Among the 1040 patients, 938 were HBcAb positive, and 102 were HBcAb negative and HBsAb positive. HBV DNA expression was observed before the onset of treatment in nine patients (0.9%) and after treatment in 35 patients (3.7%), all of whom were HBcAb positive. The HBV reactivation group showed significantly higher median HBcAb values [9.00 (8.12-9.89) vs 7.22 (7.02-7.43), P = 0.0001] and significantly lower HBsAb values (14 vs 46, P = 0.0342) than the group without reactivation. Notably, the reactivated group showed a significantly higher proportion of cancers in organs related to digestion and absorption (79.0% vs 58.7%, P = 0.0051). A high HBcAb titer and cancers in organs involved in digestion and absorption were identified as independent factors for HBV reactivation (multivariate analysis, P = 0.0002 and P = 0.0095). The group without HBsAbs tended to have a shorter time to reactivation (day 43 vs day 193), and the frequency of reactivation within 6 mo was significantly higher in this group (P = 0.0459) than in the other group.
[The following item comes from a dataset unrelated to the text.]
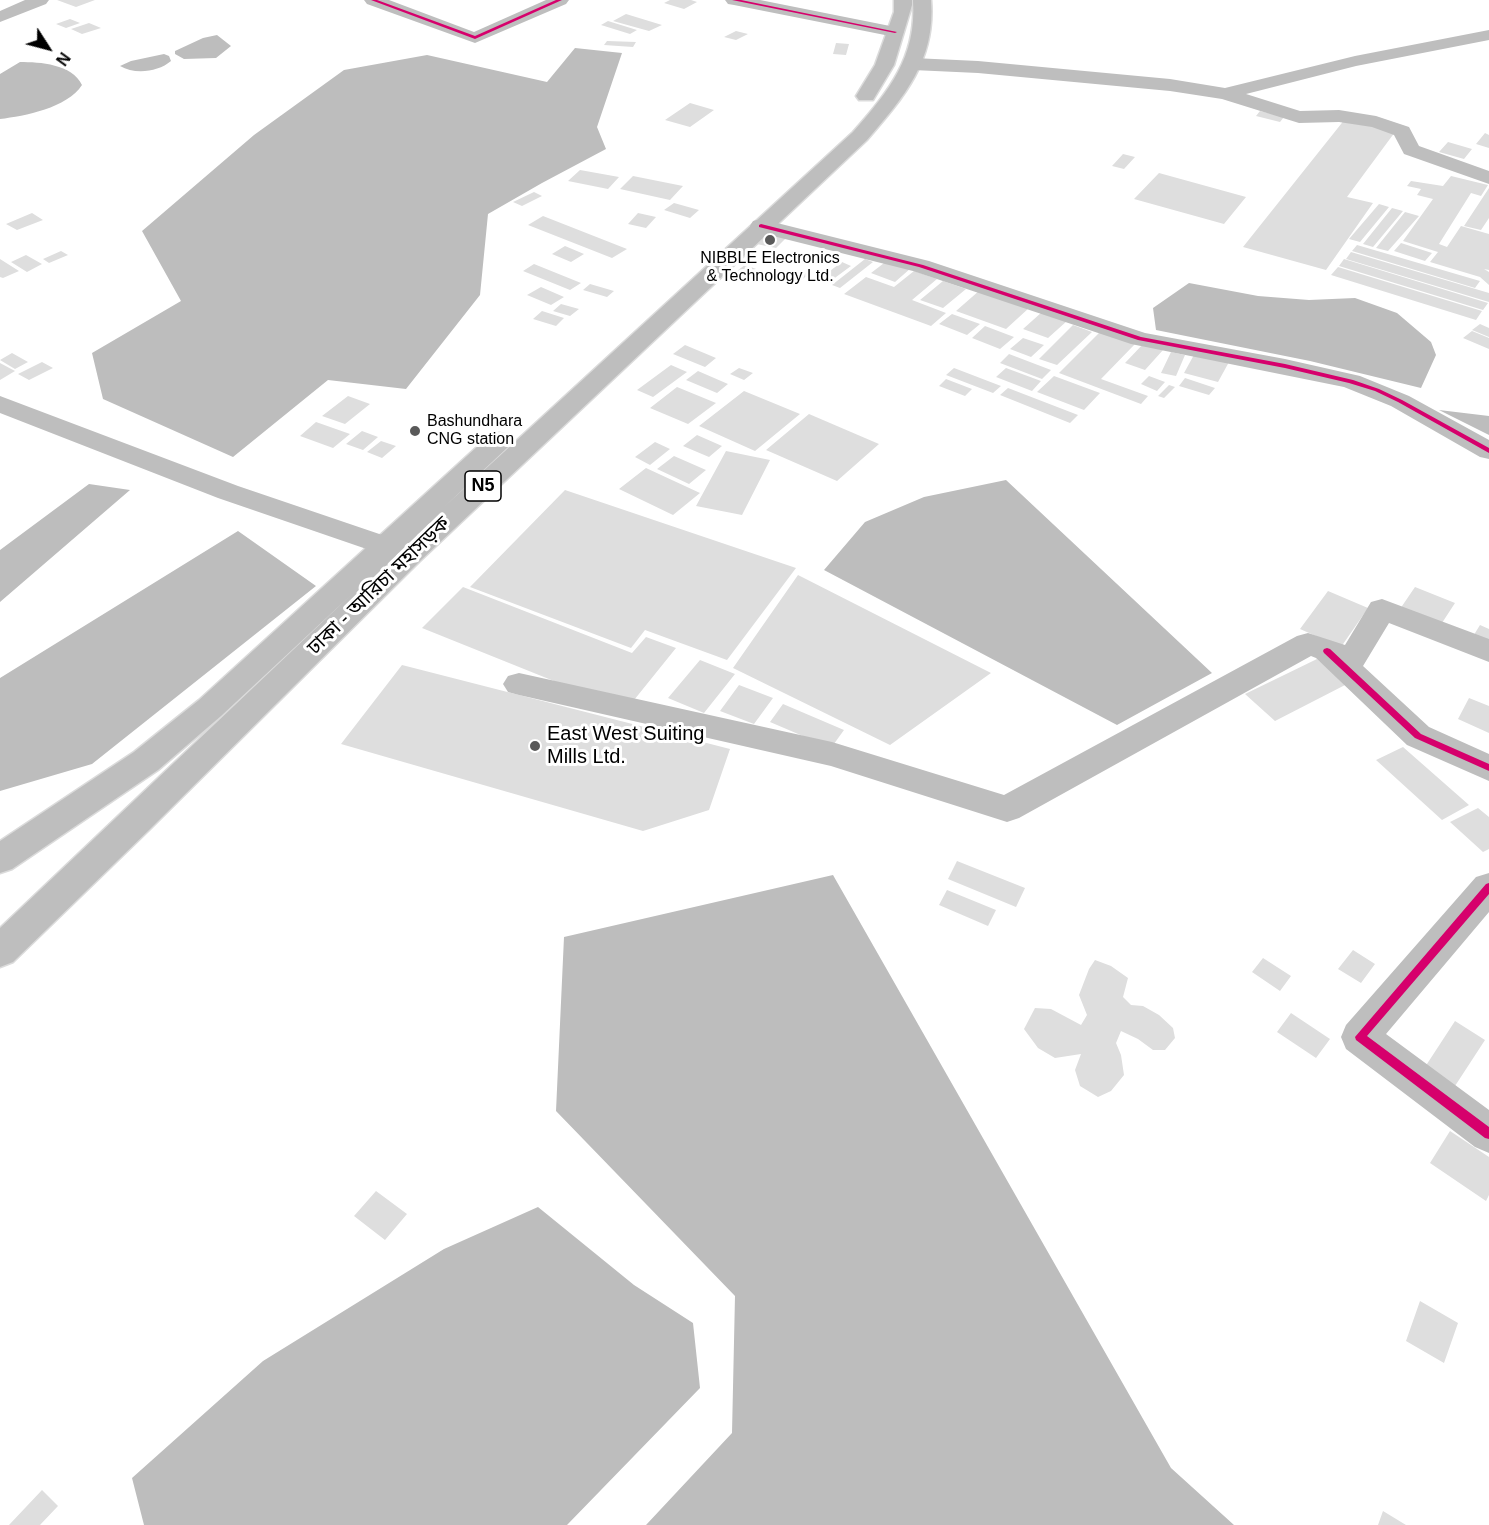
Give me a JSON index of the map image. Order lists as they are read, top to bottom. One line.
{"streets":{"main road":["N5","ঢাকা - আরিচা মহাসড়ক"]},"places":["NIBBLE Electronics & Technology Ltd.","Bashundhara CNG station","East West Suiting Mills Ltd."],"north":"bottom right"}
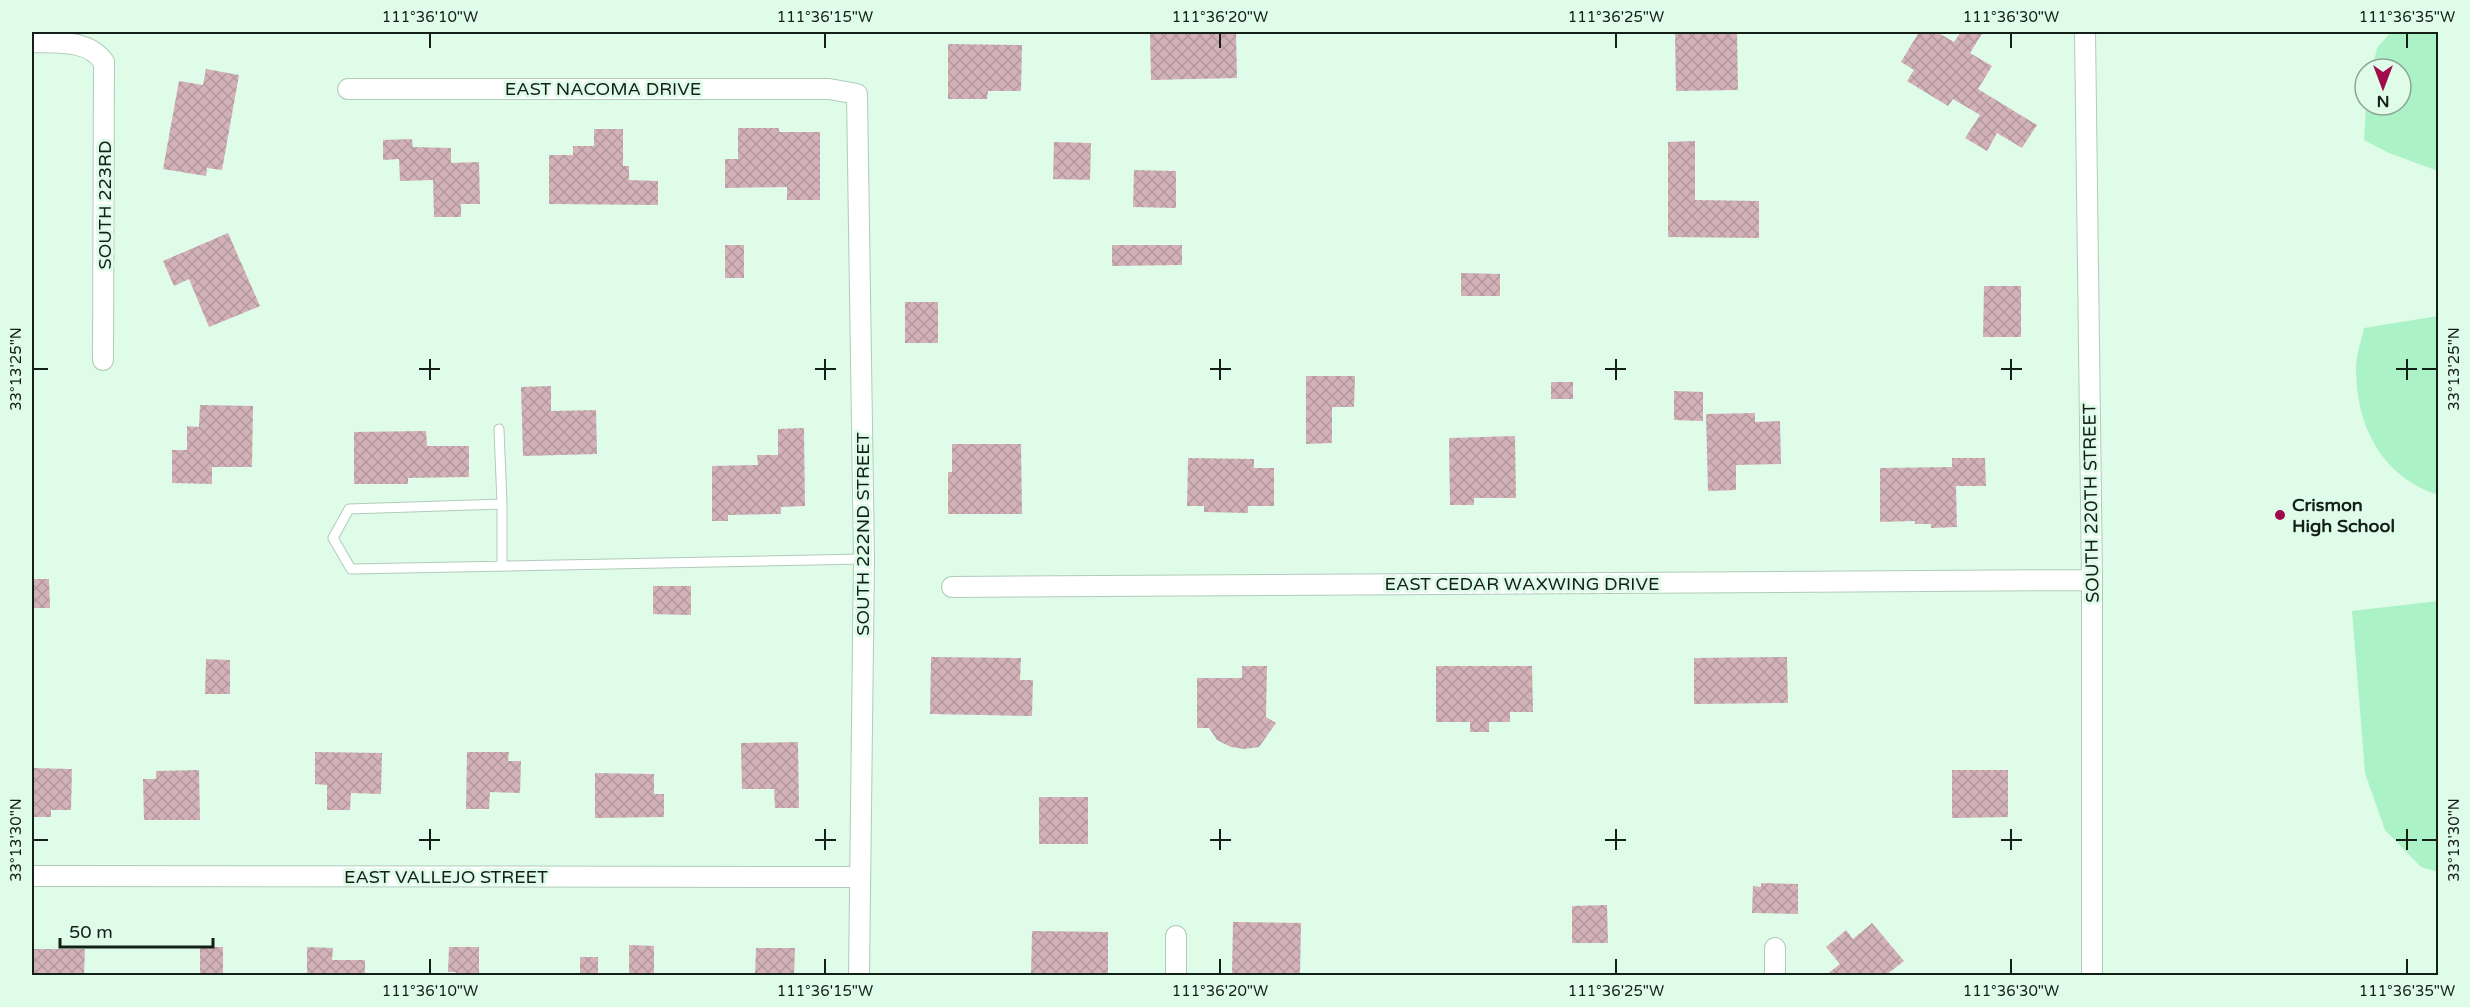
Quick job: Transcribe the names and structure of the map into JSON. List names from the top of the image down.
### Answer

A high HBcAb titer and cancers in organs involved in digestion and absorption are independent factors that contribute to HBV reactivation during solid tumor treatment.
Core Tip: Hepatitis B virus (HBV) reactivation in patients during cancer treatment is a critical issue. We retrospectively reviewed the expression of HBV DNA in 1040 patients undergoing anticancer treatment for various types of solid tumors at our institution and examined the patient and disease information. Among the 1040 patients, 938 had both hepatitis B core antibodies (HBcAbs) and hepatitis B surface antibodies (HBsAbs), while 102 had only HBsAbs. We confirmed HBV DNA expression in 44 patients (4.7%, 44/938), all of whom were HBcAb–positive patients. HBV DNA expression was detected before treatment in 9 patients and after treatment in 35 patients. A comparison of the treatments in patients with reactivation and those in patients without reactivation revealed no differences in treatment between groups. However, multivariate analysis identified both a high HBcAb titer and cancers in organs involved in digestion and absorption (such as the oral cavity, esophagus, stomach, colon, and others) as independent factors that contributed to HBV reactivation. Our findings may help identify a subset of cancer patients undergoing treatment that should be monitored for HBV reactivation.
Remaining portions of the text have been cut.